Outside of Masahiro Tanaka, who is a playoff warrior, the Yankees don’t really have any reliable starters in the postseason.
James Paxton is only decent. Luis Severino is talented, but he doesn’t exactly have the best playoff track record, and he missed most of 2019 with arm trouble, anyway. CC Sabathia is retiring. J.A. Happ is, well, J.A. Happ.
For all of the talk about how much New York spends, it hasn’t really opened its checkbook for a starting pitcher in quite some time.
To be fair, Brian Cashman has done an incredible job. He has assembled a heck of a ballclub that has won 100 games in back-to-back years and should undeniably be a World Series contender next season.
Heck, if the Astros end up losing Gerrit Cole this winter, the Yankees should probably be World Series favorites.
But as great as Cashman has been, he has still failed to get his team what it needs most: a front line starter.
Last offseason, the Yanks acquired Paxton in a trade with the Seattle Mariners and didn’t do much else to address the starting rotation. It re-signed Happ, a move that proved to be a bust. Otherwise, that was pretty much it.
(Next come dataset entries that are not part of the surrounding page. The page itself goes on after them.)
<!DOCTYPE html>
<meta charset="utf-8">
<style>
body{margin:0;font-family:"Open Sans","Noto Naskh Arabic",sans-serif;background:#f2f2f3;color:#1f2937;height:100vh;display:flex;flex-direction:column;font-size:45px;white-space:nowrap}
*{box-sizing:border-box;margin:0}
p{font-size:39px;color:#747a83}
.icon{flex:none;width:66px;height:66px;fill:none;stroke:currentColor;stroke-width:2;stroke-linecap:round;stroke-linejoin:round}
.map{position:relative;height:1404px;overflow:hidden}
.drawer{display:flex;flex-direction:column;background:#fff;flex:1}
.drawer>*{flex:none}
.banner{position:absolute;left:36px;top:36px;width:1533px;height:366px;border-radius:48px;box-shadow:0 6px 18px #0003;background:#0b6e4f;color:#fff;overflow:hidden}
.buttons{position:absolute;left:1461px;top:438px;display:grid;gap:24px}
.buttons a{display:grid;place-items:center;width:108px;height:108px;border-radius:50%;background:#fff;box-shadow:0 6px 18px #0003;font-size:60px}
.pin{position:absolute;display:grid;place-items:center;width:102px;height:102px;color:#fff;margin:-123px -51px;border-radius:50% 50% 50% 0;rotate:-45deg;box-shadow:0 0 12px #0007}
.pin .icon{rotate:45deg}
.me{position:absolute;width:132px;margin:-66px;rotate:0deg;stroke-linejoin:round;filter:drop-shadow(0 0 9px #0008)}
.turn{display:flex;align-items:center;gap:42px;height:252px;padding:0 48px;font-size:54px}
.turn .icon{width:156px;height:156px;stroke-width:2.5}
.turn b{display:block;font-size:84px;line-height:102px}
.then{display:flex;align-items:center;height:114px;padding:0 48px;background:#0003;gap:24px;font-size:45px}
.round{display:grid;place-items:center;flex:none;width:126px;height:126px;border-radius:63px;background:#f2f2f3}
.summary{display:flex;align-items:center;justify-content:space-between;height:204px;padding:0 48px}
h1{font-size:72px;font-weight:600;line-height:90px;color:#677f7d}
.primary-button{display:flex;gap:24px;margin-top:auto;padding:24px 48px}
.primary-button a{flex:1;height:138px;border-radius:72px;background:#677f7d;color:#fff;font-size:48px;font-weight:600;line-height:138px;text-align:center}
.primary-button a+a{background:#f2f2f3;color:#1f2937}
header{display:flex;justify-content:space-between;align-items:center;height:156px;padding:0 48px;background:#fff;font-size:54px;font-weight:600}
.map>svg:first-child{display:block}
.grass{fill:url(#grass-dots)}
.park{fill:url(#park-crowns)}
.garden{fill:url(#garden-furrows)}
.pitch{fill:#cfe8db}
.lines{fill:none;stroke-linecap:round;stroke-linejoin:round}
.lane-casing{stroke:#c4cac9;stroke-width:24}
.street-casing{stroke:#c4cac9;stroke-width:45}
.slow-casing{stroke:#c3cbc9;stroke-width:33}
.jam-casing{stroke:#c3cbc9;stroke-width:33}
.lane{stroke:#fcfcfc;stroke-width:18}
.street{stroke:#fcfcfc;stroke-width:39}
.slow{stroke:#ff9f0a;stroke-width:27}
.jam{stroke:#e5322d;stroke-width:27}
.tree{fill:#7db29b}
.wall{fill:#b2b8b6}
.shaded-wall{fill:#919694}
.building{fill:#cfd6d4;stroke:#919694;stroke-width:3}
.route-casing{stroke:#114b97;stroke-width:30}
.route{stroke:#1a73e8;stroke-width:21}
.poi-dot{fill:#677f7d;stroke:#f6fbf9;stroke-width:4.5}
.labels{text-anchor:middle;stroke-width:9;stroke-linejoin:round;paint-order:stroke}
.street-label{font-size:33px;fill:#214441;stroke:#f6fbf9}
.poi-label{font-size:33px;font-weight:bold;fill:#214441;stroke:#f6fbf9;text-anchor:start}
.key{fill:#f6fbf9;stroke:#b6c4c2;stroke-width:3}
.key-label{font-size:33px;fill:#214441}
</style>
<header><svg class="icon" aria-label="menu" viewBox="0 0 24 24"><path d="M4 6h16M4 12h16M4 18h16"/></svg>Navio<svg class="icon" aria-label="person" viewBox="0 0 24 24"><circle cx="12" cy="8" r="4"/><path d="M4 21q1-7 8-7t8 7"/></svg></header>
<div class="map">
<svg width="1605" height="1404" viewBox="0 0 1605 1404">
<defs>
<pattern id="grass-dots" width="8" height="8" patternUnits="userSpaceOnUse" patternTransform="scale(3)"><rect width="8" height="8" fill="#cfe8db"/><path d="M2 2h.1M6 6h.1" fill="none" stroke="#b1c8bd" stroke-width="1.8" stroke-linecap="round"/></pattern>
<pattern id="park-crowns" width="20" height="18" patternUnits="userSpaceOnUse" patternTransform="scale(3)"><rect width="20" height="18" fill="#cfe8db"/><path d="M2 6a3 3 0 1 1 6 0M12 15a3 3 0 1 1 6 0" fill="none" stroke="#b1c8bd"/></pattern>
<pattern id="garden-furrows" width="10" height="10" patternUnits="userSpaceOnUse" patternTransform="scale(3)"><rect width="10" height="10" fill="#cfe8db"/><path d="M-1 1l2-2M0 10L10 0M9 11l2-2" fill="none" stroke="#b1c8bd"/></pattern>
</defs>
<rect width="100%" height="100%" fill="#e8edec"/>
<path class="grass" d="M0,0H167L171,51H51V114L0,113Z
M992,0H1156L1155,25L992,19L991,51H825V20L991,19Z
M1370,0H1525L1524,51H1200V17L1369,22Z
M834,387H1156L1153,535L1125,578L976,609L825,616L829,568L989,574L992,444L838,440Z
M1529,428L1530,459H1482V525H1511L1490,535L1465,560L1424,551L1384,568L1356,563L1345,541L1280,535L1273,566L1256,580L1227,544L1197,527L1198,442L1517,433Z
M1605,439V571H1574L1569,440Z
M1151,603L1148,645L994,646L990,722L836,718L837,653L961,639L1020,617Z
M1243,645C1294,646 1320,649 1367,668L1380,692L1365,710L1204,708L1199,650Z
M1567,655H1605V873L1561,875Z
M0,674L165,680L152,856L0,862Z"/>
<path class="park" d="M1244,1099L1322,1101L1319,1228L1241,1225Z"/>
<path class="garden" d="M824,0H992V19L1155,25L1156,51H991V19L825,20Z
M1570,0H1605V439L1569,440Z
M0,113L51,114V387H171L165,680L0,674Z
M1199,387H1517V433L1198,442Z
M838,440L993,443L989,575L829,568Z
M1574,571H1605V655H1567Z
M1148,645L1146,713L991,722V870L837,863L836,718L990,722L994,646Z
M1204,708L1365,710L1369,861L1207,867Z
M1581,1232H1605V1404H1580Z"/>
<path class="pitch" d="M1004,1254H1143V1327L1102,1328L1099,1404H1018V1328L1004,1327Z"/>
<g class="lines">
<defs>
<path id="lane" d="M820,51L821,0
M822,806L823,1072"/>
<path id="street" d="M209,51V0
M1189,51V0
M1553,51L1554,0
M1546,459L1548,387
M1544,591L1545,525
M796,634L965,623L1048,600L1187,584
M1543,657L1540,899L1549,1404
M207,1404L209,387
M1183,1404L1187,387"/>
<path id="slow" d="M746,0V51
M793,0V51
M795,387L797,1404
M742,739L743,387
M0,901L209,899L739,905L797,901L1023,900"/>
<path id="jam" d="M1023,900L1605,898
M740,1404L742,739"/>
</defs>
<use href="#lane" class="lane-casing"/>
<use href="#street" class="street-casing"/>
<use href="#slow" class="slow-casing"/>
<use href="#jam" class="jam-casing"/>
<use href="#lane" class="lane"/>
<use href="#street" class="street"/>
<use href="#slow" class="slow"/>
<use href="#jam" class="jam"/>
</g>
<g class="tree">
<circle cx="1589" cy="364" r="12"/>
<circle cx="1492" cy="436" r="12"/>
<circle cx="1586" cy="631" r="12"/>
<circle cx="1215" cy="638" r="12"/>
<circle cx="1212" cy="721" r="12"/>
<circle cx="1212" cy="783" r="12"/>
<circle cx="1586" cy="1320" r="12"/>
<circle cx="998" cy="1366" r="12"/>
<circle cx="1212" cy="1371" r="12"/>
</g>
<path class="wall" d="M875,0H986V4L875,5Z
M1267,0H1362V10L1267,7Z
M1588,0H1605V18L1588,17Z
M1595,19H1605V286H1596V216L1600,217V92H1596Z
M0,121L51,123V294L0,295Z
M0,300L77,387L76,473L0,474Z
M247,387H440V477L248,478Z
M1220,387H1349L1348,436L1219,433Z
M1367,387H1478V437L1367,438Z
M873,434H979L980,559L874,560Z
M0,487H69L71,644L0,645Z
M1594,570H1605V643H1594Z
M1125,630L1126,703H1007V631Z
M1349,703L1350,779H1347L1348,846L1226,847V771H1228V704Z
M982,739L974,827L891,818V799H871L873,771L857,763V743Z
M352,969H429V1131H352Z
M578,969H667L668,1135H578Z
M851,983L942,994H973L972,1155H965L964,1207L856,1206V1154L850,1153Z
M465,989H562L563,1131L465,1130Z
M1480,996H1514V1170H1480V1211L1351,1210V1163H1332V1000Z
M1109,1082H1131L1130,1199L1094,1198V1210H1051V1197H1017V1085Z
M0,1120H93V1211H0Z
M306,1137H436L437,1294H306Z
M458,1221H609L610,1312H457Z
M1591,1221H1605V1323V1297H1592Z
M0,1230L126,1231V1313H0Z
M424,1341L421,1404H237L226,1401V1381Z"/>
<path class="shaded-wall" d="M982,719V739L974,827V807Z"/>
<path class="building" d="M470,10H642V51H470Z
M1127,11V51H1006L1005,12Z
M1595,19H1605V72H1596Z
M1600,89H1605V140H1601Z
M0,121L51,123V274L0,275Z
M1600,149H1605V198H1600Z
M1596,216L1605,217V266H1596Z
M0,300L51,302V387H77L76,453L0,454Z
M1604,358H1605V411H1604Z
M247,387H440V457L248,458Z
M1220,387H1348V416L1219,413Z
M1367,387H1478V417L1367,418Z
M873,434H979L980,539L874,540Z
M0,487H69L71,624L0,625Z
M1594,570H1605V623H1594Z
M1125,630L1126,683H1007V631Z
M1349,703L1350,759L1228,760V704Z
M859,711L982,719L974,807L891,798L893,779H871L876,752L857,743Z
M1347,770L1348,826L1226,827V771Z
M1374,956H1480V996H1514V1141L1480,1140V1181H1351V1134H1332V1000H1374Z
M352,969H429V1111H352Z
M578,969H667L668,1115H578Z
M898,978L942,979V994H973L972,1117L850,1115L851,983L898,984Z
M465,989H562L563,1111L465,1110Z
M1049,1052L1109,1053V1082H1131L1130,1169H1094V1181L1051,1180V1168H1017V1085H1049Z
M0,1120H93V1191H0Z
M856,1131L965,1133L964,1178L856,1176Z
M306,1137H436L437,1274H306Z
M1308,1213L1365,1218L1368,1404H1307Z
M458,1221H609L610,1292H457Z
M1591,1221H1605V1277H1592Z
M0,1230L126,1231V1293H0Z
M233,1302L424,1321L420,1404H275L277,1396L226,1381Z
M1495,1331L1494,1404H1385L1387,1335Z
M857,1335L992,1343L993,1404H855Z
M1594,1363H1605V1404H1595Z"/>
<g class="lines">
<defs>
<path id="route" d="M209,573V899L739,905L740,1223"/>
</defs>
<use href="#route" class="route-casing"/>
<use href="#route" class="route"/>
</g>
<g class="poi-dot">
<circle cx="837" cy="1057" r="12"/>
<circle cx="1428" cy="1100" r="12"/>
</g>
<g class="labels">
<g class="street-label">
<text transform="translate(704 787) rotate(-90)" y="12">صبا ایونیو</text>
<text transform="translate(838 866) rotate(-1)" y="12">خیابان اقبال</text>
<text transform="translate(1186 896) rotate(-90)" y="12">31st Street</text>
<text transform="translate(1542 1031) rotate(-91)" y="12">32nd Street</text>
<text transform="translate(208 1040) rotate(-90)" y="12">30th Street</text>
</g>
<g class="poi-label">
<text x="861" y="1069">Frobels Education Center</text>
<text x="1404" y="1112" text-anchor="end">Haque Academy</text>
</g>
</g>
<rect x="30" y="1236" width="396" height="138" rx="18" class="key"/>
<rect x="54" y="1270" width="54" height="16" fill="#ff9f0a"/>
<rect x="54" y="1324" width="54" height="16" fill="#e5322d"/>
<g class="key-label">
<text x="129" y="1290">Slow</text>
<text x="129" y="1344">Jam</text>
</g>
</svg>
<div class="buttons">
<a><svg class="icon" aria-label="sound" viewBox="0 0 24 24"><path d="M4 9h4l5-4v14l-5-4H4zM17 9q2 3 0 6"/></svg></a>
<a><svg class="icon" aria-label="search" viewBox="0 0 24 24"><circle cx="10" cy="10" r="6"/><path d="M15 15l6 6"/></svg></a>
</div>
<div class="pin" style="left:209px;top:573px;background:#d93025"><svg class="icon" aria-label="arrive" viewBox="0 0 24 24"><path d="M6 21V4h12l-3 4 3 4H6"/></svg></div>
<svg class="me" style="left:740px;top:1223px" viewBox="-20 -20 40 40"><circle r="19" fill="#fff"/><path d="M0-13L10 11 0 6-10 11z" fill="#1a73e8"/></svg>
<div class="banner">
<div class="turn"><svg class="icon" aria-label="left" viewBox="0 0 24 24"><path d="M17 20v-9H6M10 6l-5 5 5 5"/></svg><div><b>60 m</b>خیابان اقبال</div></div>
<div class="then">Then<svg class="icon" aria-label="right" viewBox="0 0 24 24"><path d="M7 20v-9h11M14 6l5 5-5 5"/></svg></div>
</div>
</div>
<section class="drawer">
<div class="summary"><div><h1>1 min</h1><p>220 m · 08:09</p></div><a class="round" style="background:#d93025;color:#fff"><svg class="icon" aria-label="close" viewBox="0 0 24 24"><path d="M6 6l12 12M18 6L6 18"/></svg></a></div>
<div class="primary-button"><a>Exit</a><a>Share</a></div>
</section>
To be fair, it’s not like Cashman had a ton of options available, but don’t tell that to Yankees fans, who expect greatness year in and year out (even though the Yanks have won just one World Series since 2001, but I digress).
This winter, however, Cashman will have options. Plenty of them.
There is Cole. There is Stephen Strasburg. There is Madison Bumgarner. There are numerous other really good starters who aren’t necessarily big names, like Hyun-Jin Ryu and Jake Odorizzi.
Basically, Cashman has a plethora of choices on his plate this time around, and if he once again does not get what his team needs, it won’t look very good in the eyes of the New York faithful nor the media.
The thing with the Yankees is that they really are just one or two pieces away from being a juggernaut. Health provided, of course.
Just look at the lineup. Giancarlo Stanton. Aaron Judge. Gleyber Torres. D.J. Lemahieu. The list goes on and on, not to mention the fact that New York’s bullpen is also nails.
Now, to be fair, Stanton missed just about all of this season, and Judge was sidelined for a good portion of 2018 and 2019. But assuming those two guys are healthy, the Yanks’ lineup should be lethal in 2020.
Still, without elite starting pitching, it might not matter how great the Yankees’ offense is.
Pitching wins championships. It has been proven time and time again.
And look: I get the analytics movement. I like analytics myself, and they certainly should play a role in how a front office evaluates talent and build its team. But relying too heavily on them can spell disaster.
Just ask Billy Beane.
That’s what Cashman seems to be doing at the moment. It’s exactly why he went out and acquired a strikeout artist in Paxton last year without having to pay through the nose for a legitimate ace.
Of course, owner Hal Steinbrenner has been controlling costs, as well, very much unlike his late father, George, but I also find it somewhat hard to believe that he would not be okay with the Yankees spending on a top-of-the-line starter when the team desperately needs one.
The point is that the Yanks have been consistently failing to reach their ultimate goal since 2010, and over the past three years, it’s obvious that they have been outclassed by an Astros team that was willing to go out and land Justin Verlander and Cole, not to mention Zack Greinke (who admittedly did not want to play in New York).
The Yankees can’t keep allowing this to happen. Not with such an impressive nucleus of talent that could develop into a dynasty so long as Cashman makes the right moves over the next couple of years.
But it starts this offseason, and it starts with biting the bullet and paying up for a starting pitcher.
Cole, Strasburg, Bumgarner, whoever. The Yankees need to get somebody, and it might be time to start valuing results and playoff acumen over analytics for a change.